Back in the day, when I was working on my first blog, What We Covet (RIP), I decided to branch out into food blogging with a venture called Food We Covet (double RIP). This endeavor was short-lived, due to several factors, including an unfortunate phobia of mine (triple RIP), but it came in handy when I took a course about food writing in grad school. One friend in particular--I'm not naming names, BUT YOU KNOW WHO YOU ARE--has made it known that she desires the return of Food We Covet.
While I can't (read: won't) make that happen, I am able to start a new feature here, starting today with a story about a disaster that occurred in October.
Like many mothers, mine has a stockpile of old cookbooks, though some of hers are hidden away in the basement. So while I was waiting for my laundry to finish up one day, I started perusing the titles when I found a slim little volume of pumpkin recipes; I later learned that she didn't even realize she had it, which is why it had been tucked away so long (the receipt inside indicated she purchased it circa 1993).

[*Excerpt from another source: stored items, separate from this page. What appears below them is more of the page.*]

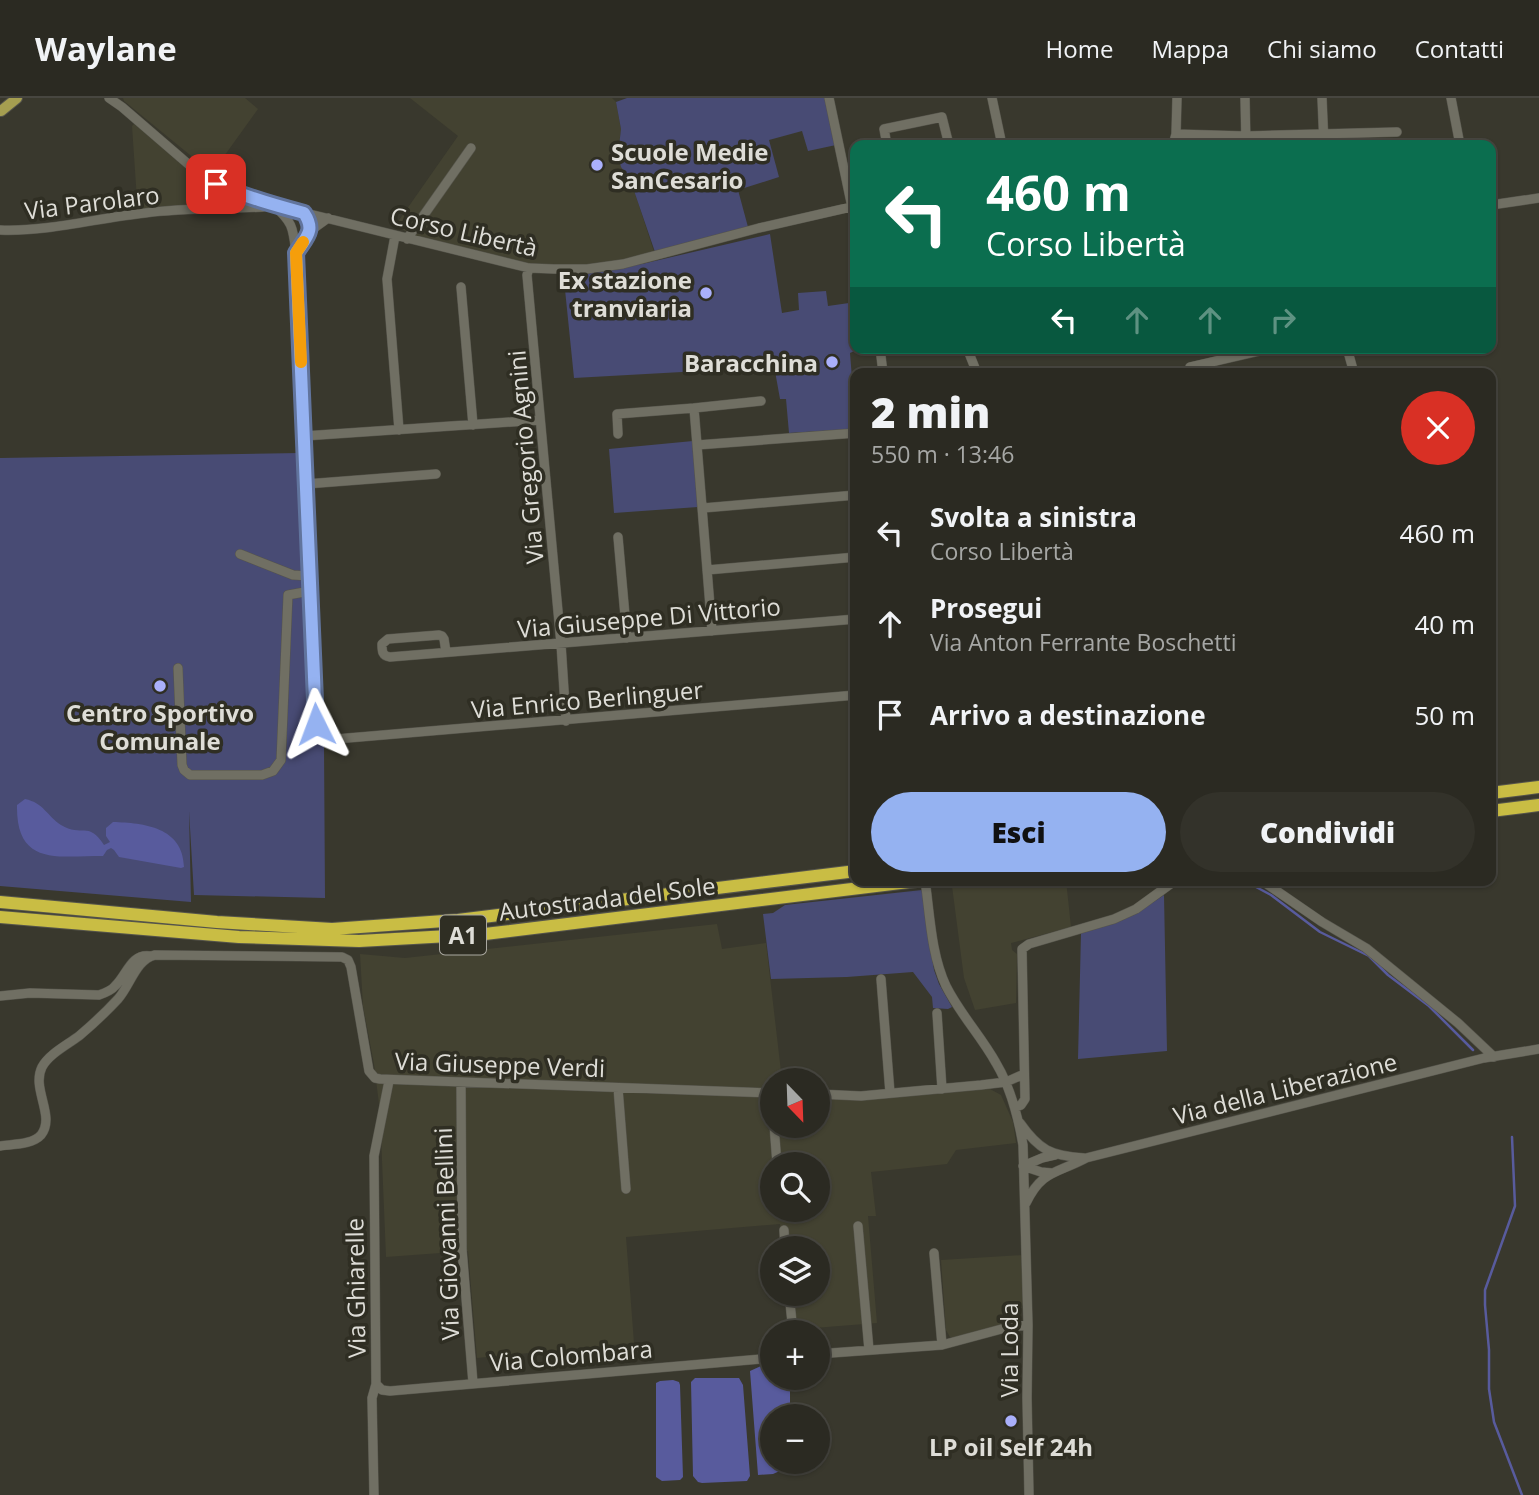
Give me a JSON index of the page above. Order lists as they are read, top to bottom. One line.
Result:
{"streets":{"highway":["Autostrada del Sole","A1"],"street":["Via Parolaro","Corso Libertà","Via Gregorio Agnini","Via Giuseppe Di Vittorio","Via Enrico Berlinguer","Via Giuseppe Verdi","Via della Liberazione","Via Giovanni Bellini","Via Ghiarelle","Via Loda","Via Colombara"]},"crossings":[["Via Parolaro","Corso Libertà"],["Corso Libertà","Via Gregorio Agnini"],["Via Gregorio Agnini","Via Giuseppe Di Vittorio"],["Via Gregorio Agnini","Via Enrico Berlinguer"],["Via Giuseppe Verdi","Via Giovanni Bellini"],["Via Giuseppe Verdi","Via Ghiarelle"],["Via della Liberazione","Via Loda"],["Via Giovanni Bellini","Via Colombara"],["Via Ghiarelle","Via Colombara"]],"places":["Scuole Medie SanCesario","Ex stazione tranviaria","Baracchina","Centro Sportivo Comunale","LP oil Self 24h"],"north":"bottom right","page":{"header":"Waylane","nav":["Home","Mappa","Chi siamo","Contatti"],"turn":["460 m","Corso Libertà"],"heading":["2 min","550 m · 13:46"],"list":[{"name":"Svolta a sinistra","note":"Corso Libertà","value":"460 m"},{"name":"Prosegui","note":"Via Anton Ferrante Boschetti","value":"40 m"},{"name":"Arrivo a destinazione","value":"50 m"}],"buttons":["Esci","Condividi"],"map_buttons":["+","−"]}}
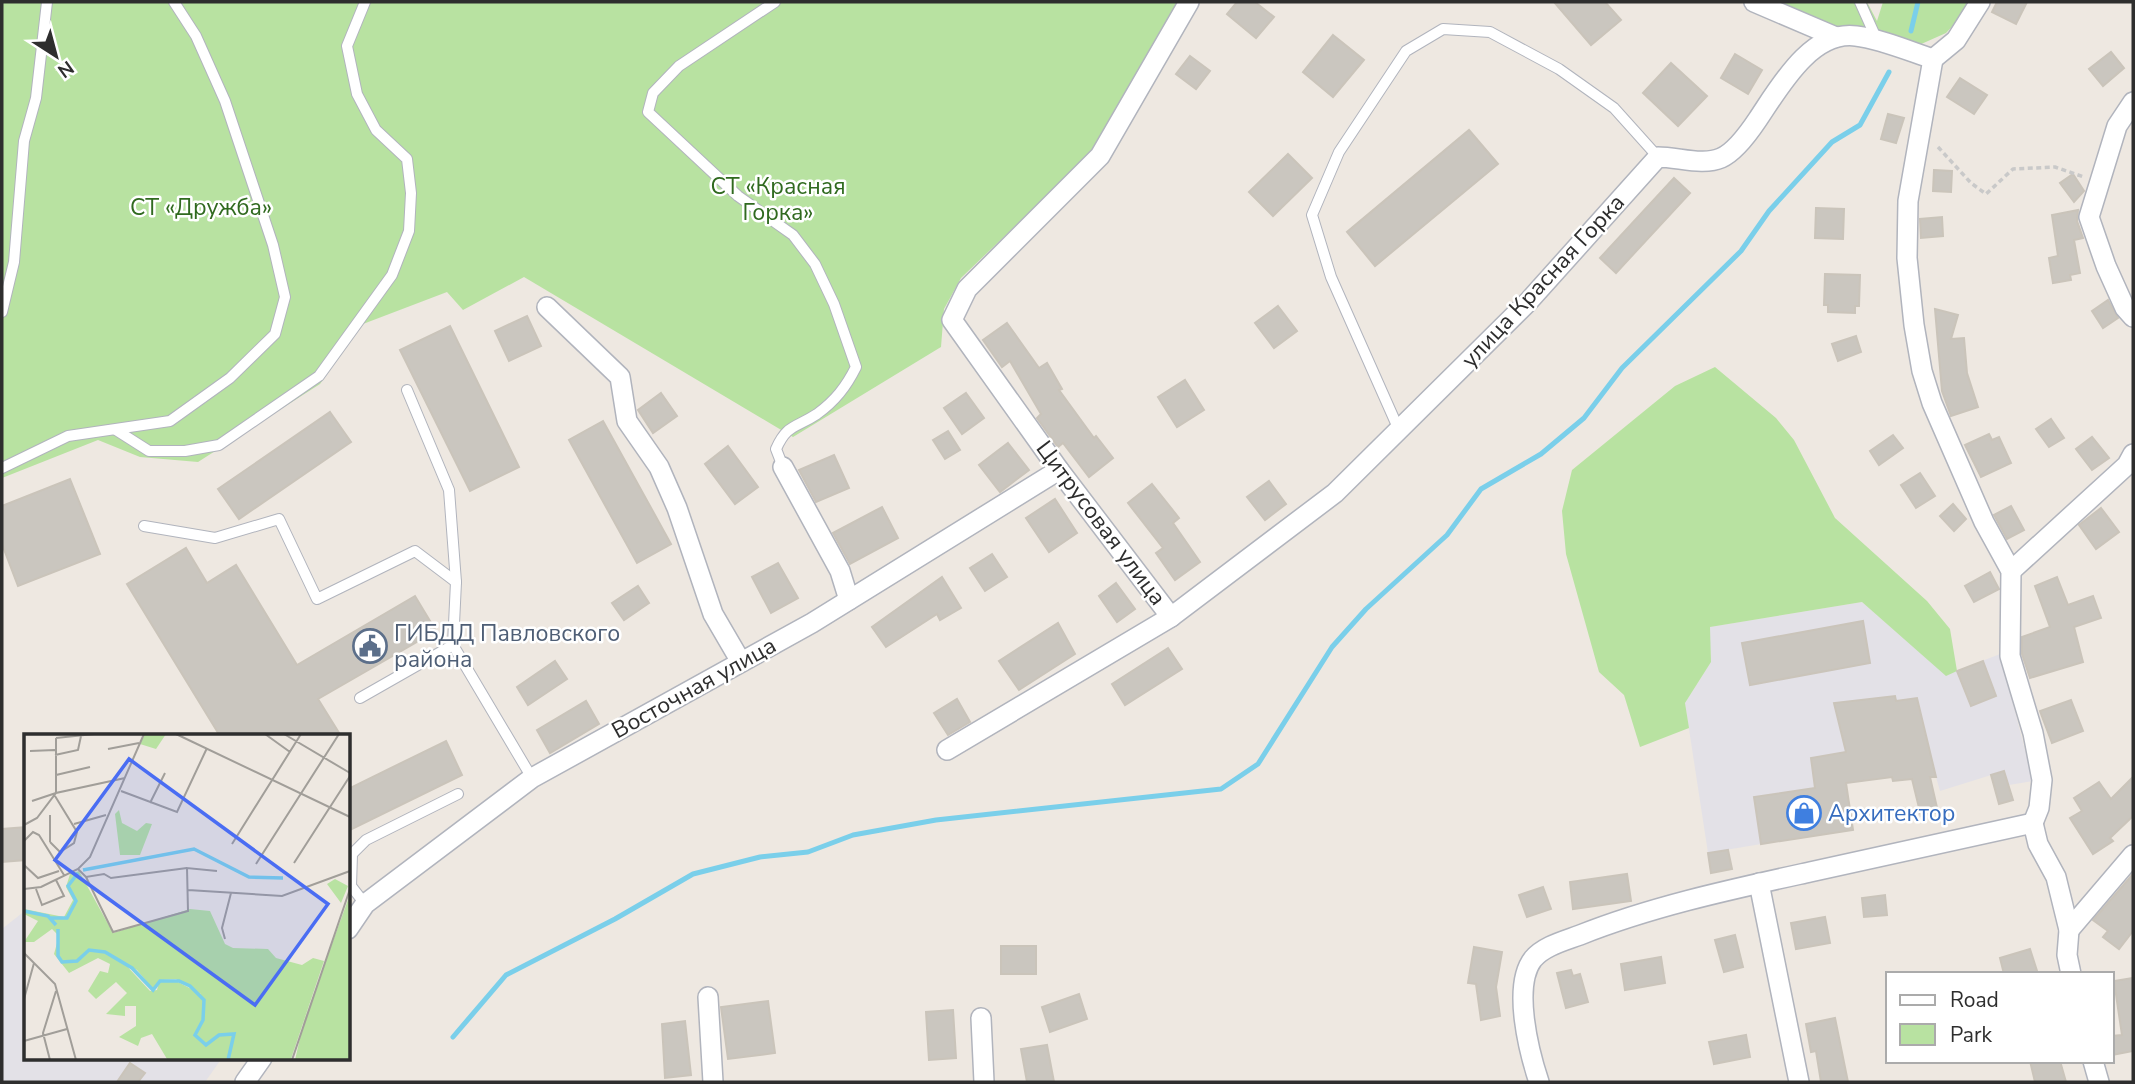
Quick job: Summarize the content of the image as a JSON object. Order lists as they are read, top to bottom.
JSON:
{
  "streets": {
    "street": ["улица Красная Горка", "Цитрусовая улица", "Восточная улица"]
  },
  "crossings": [
    ["улица Красная Горка", "Цитрусовая улица"],
    ["Цитрусовая улица", "Восточная улица"]
  ],
  "parks": ["СТ «Красная Горка»", "СТ «Дружба»"],
  "places": {
    "public building": ["ГИБДД Павловского района"],
    "shop": ["Архитектор"]
  },
  "legend": ["Road", "Park"],
  "north": "bottom right"
}
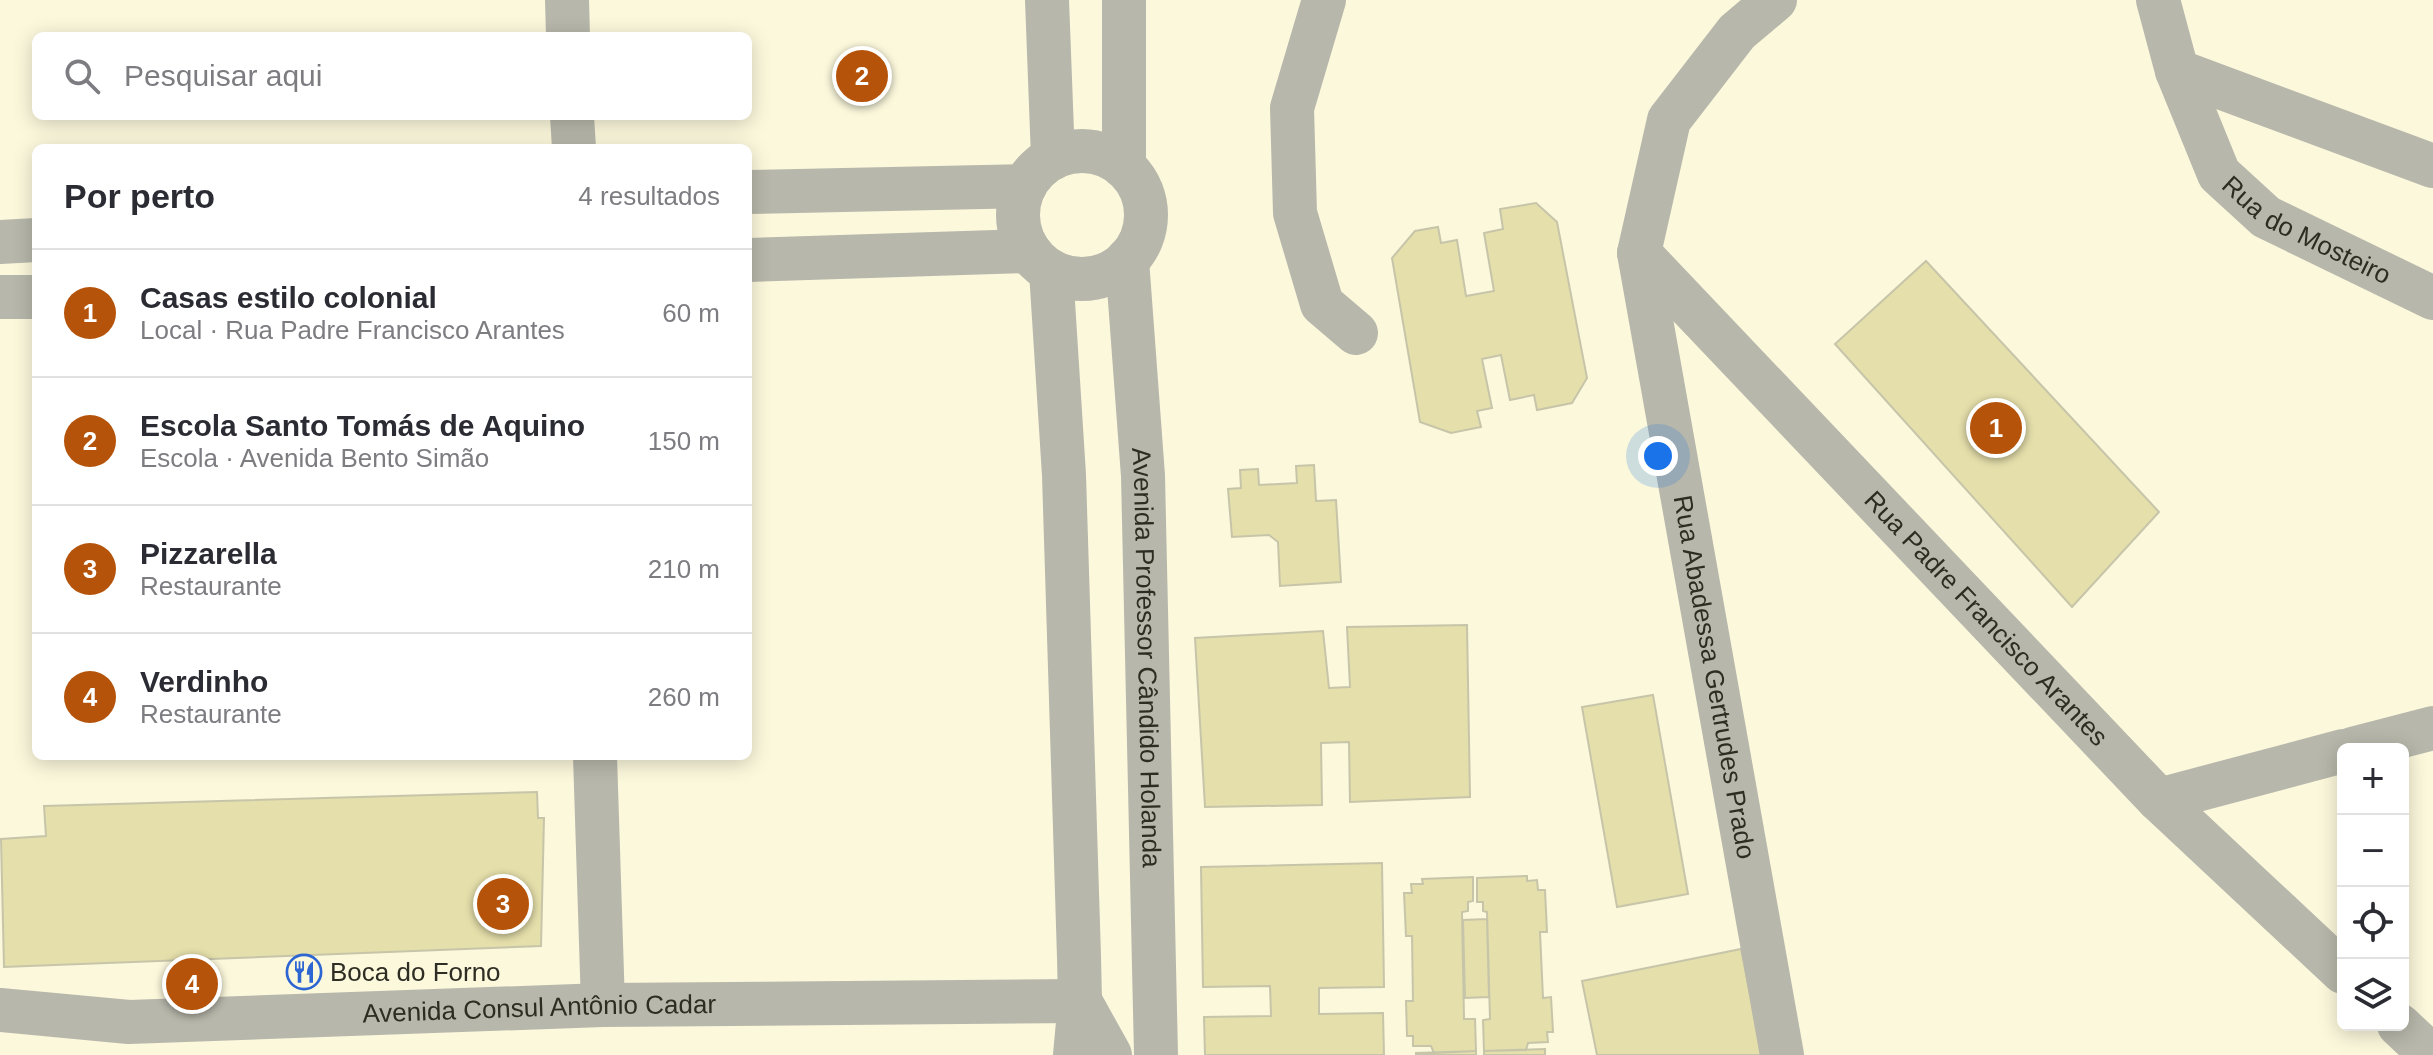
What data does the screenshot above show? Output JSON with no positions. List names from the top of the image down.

As it was Halloween month, I was pretty pumped (no pun intended, or maybe a little), and I decided to dive right in. Obviously I chose the toughest thing possible: a pumpkin soufflé. Soon enough, though, I asked myself the relevant question: WHAT THE FUCK WAS I THINKING.
Up until I got to the butter, things actually went pretty well. Canned pumpkin wasn't ideal, perhaps, but it was a nice way to save time. The ground ginger and nutmeg scents burst through my nose and immediately put me in the holiday mood. Even grating orange zest without a grater proved possible, if annoying (I used the ever-so-delicately serrated part of a table knife for this step, and my upper arms got a nice workout).
But then the butter wasn't as soft as I thought it was, so it wouldn't blend with the other ingredients, and I wound up with tiny shards of butter in the batter, visible even without my glasses. This is the part where I almost cried, but I hadn't gotten to the eggs yet, so I had to pull myself together in order to separate the eggs in precisely the manner you're told not to separate them, which is to say by pouring the albumen and yolk back and forth from one half of the shell to the other. This is, naturally, the way I wound up with yolks in the white and vice versa. But hey--nobody's perfect.
It turns out, though, that the separation itself wasn't the problem. Rather, it was the fact that no one has ever shown me how to "stiffly beat" egg whites, or more precisely the fact that it is difficult to do this by hand. The short version of this story is that they were not stiffly beaten, although I think it's fair to say they were vigorously swirled around. I'm 99 percent certain this is what went wrong with the recipe.
I say that because the soufflé was well on the way to rising. When I cut into it, the texture was too dense, too wet, and I knew it hadn't gone my way, but it was also spongy, and I could see that the outside walls of it had started to fluff up.
Because the batter hadn't fully set, the whole thing fell apart as I tried to serve it up to my parents. Mom, understandably, abstained after her first bite, and I agreed that it was wrong--the flavors were off because the texture was bad, and it felt more like eating mangled pumpkin stew than anything. Dad happened to enjoy it, so I bequeathed the rest of the entire dish to him.
At any rate, it was nice to be back in the kitchen after not really setting foot in one for awhile, at least with any intention behind it. And while I soufflailed--as I told my friends--it was worth the effort to learn a lesson about how not to do a thing. Maybe I'll never attempt another soufflé, though.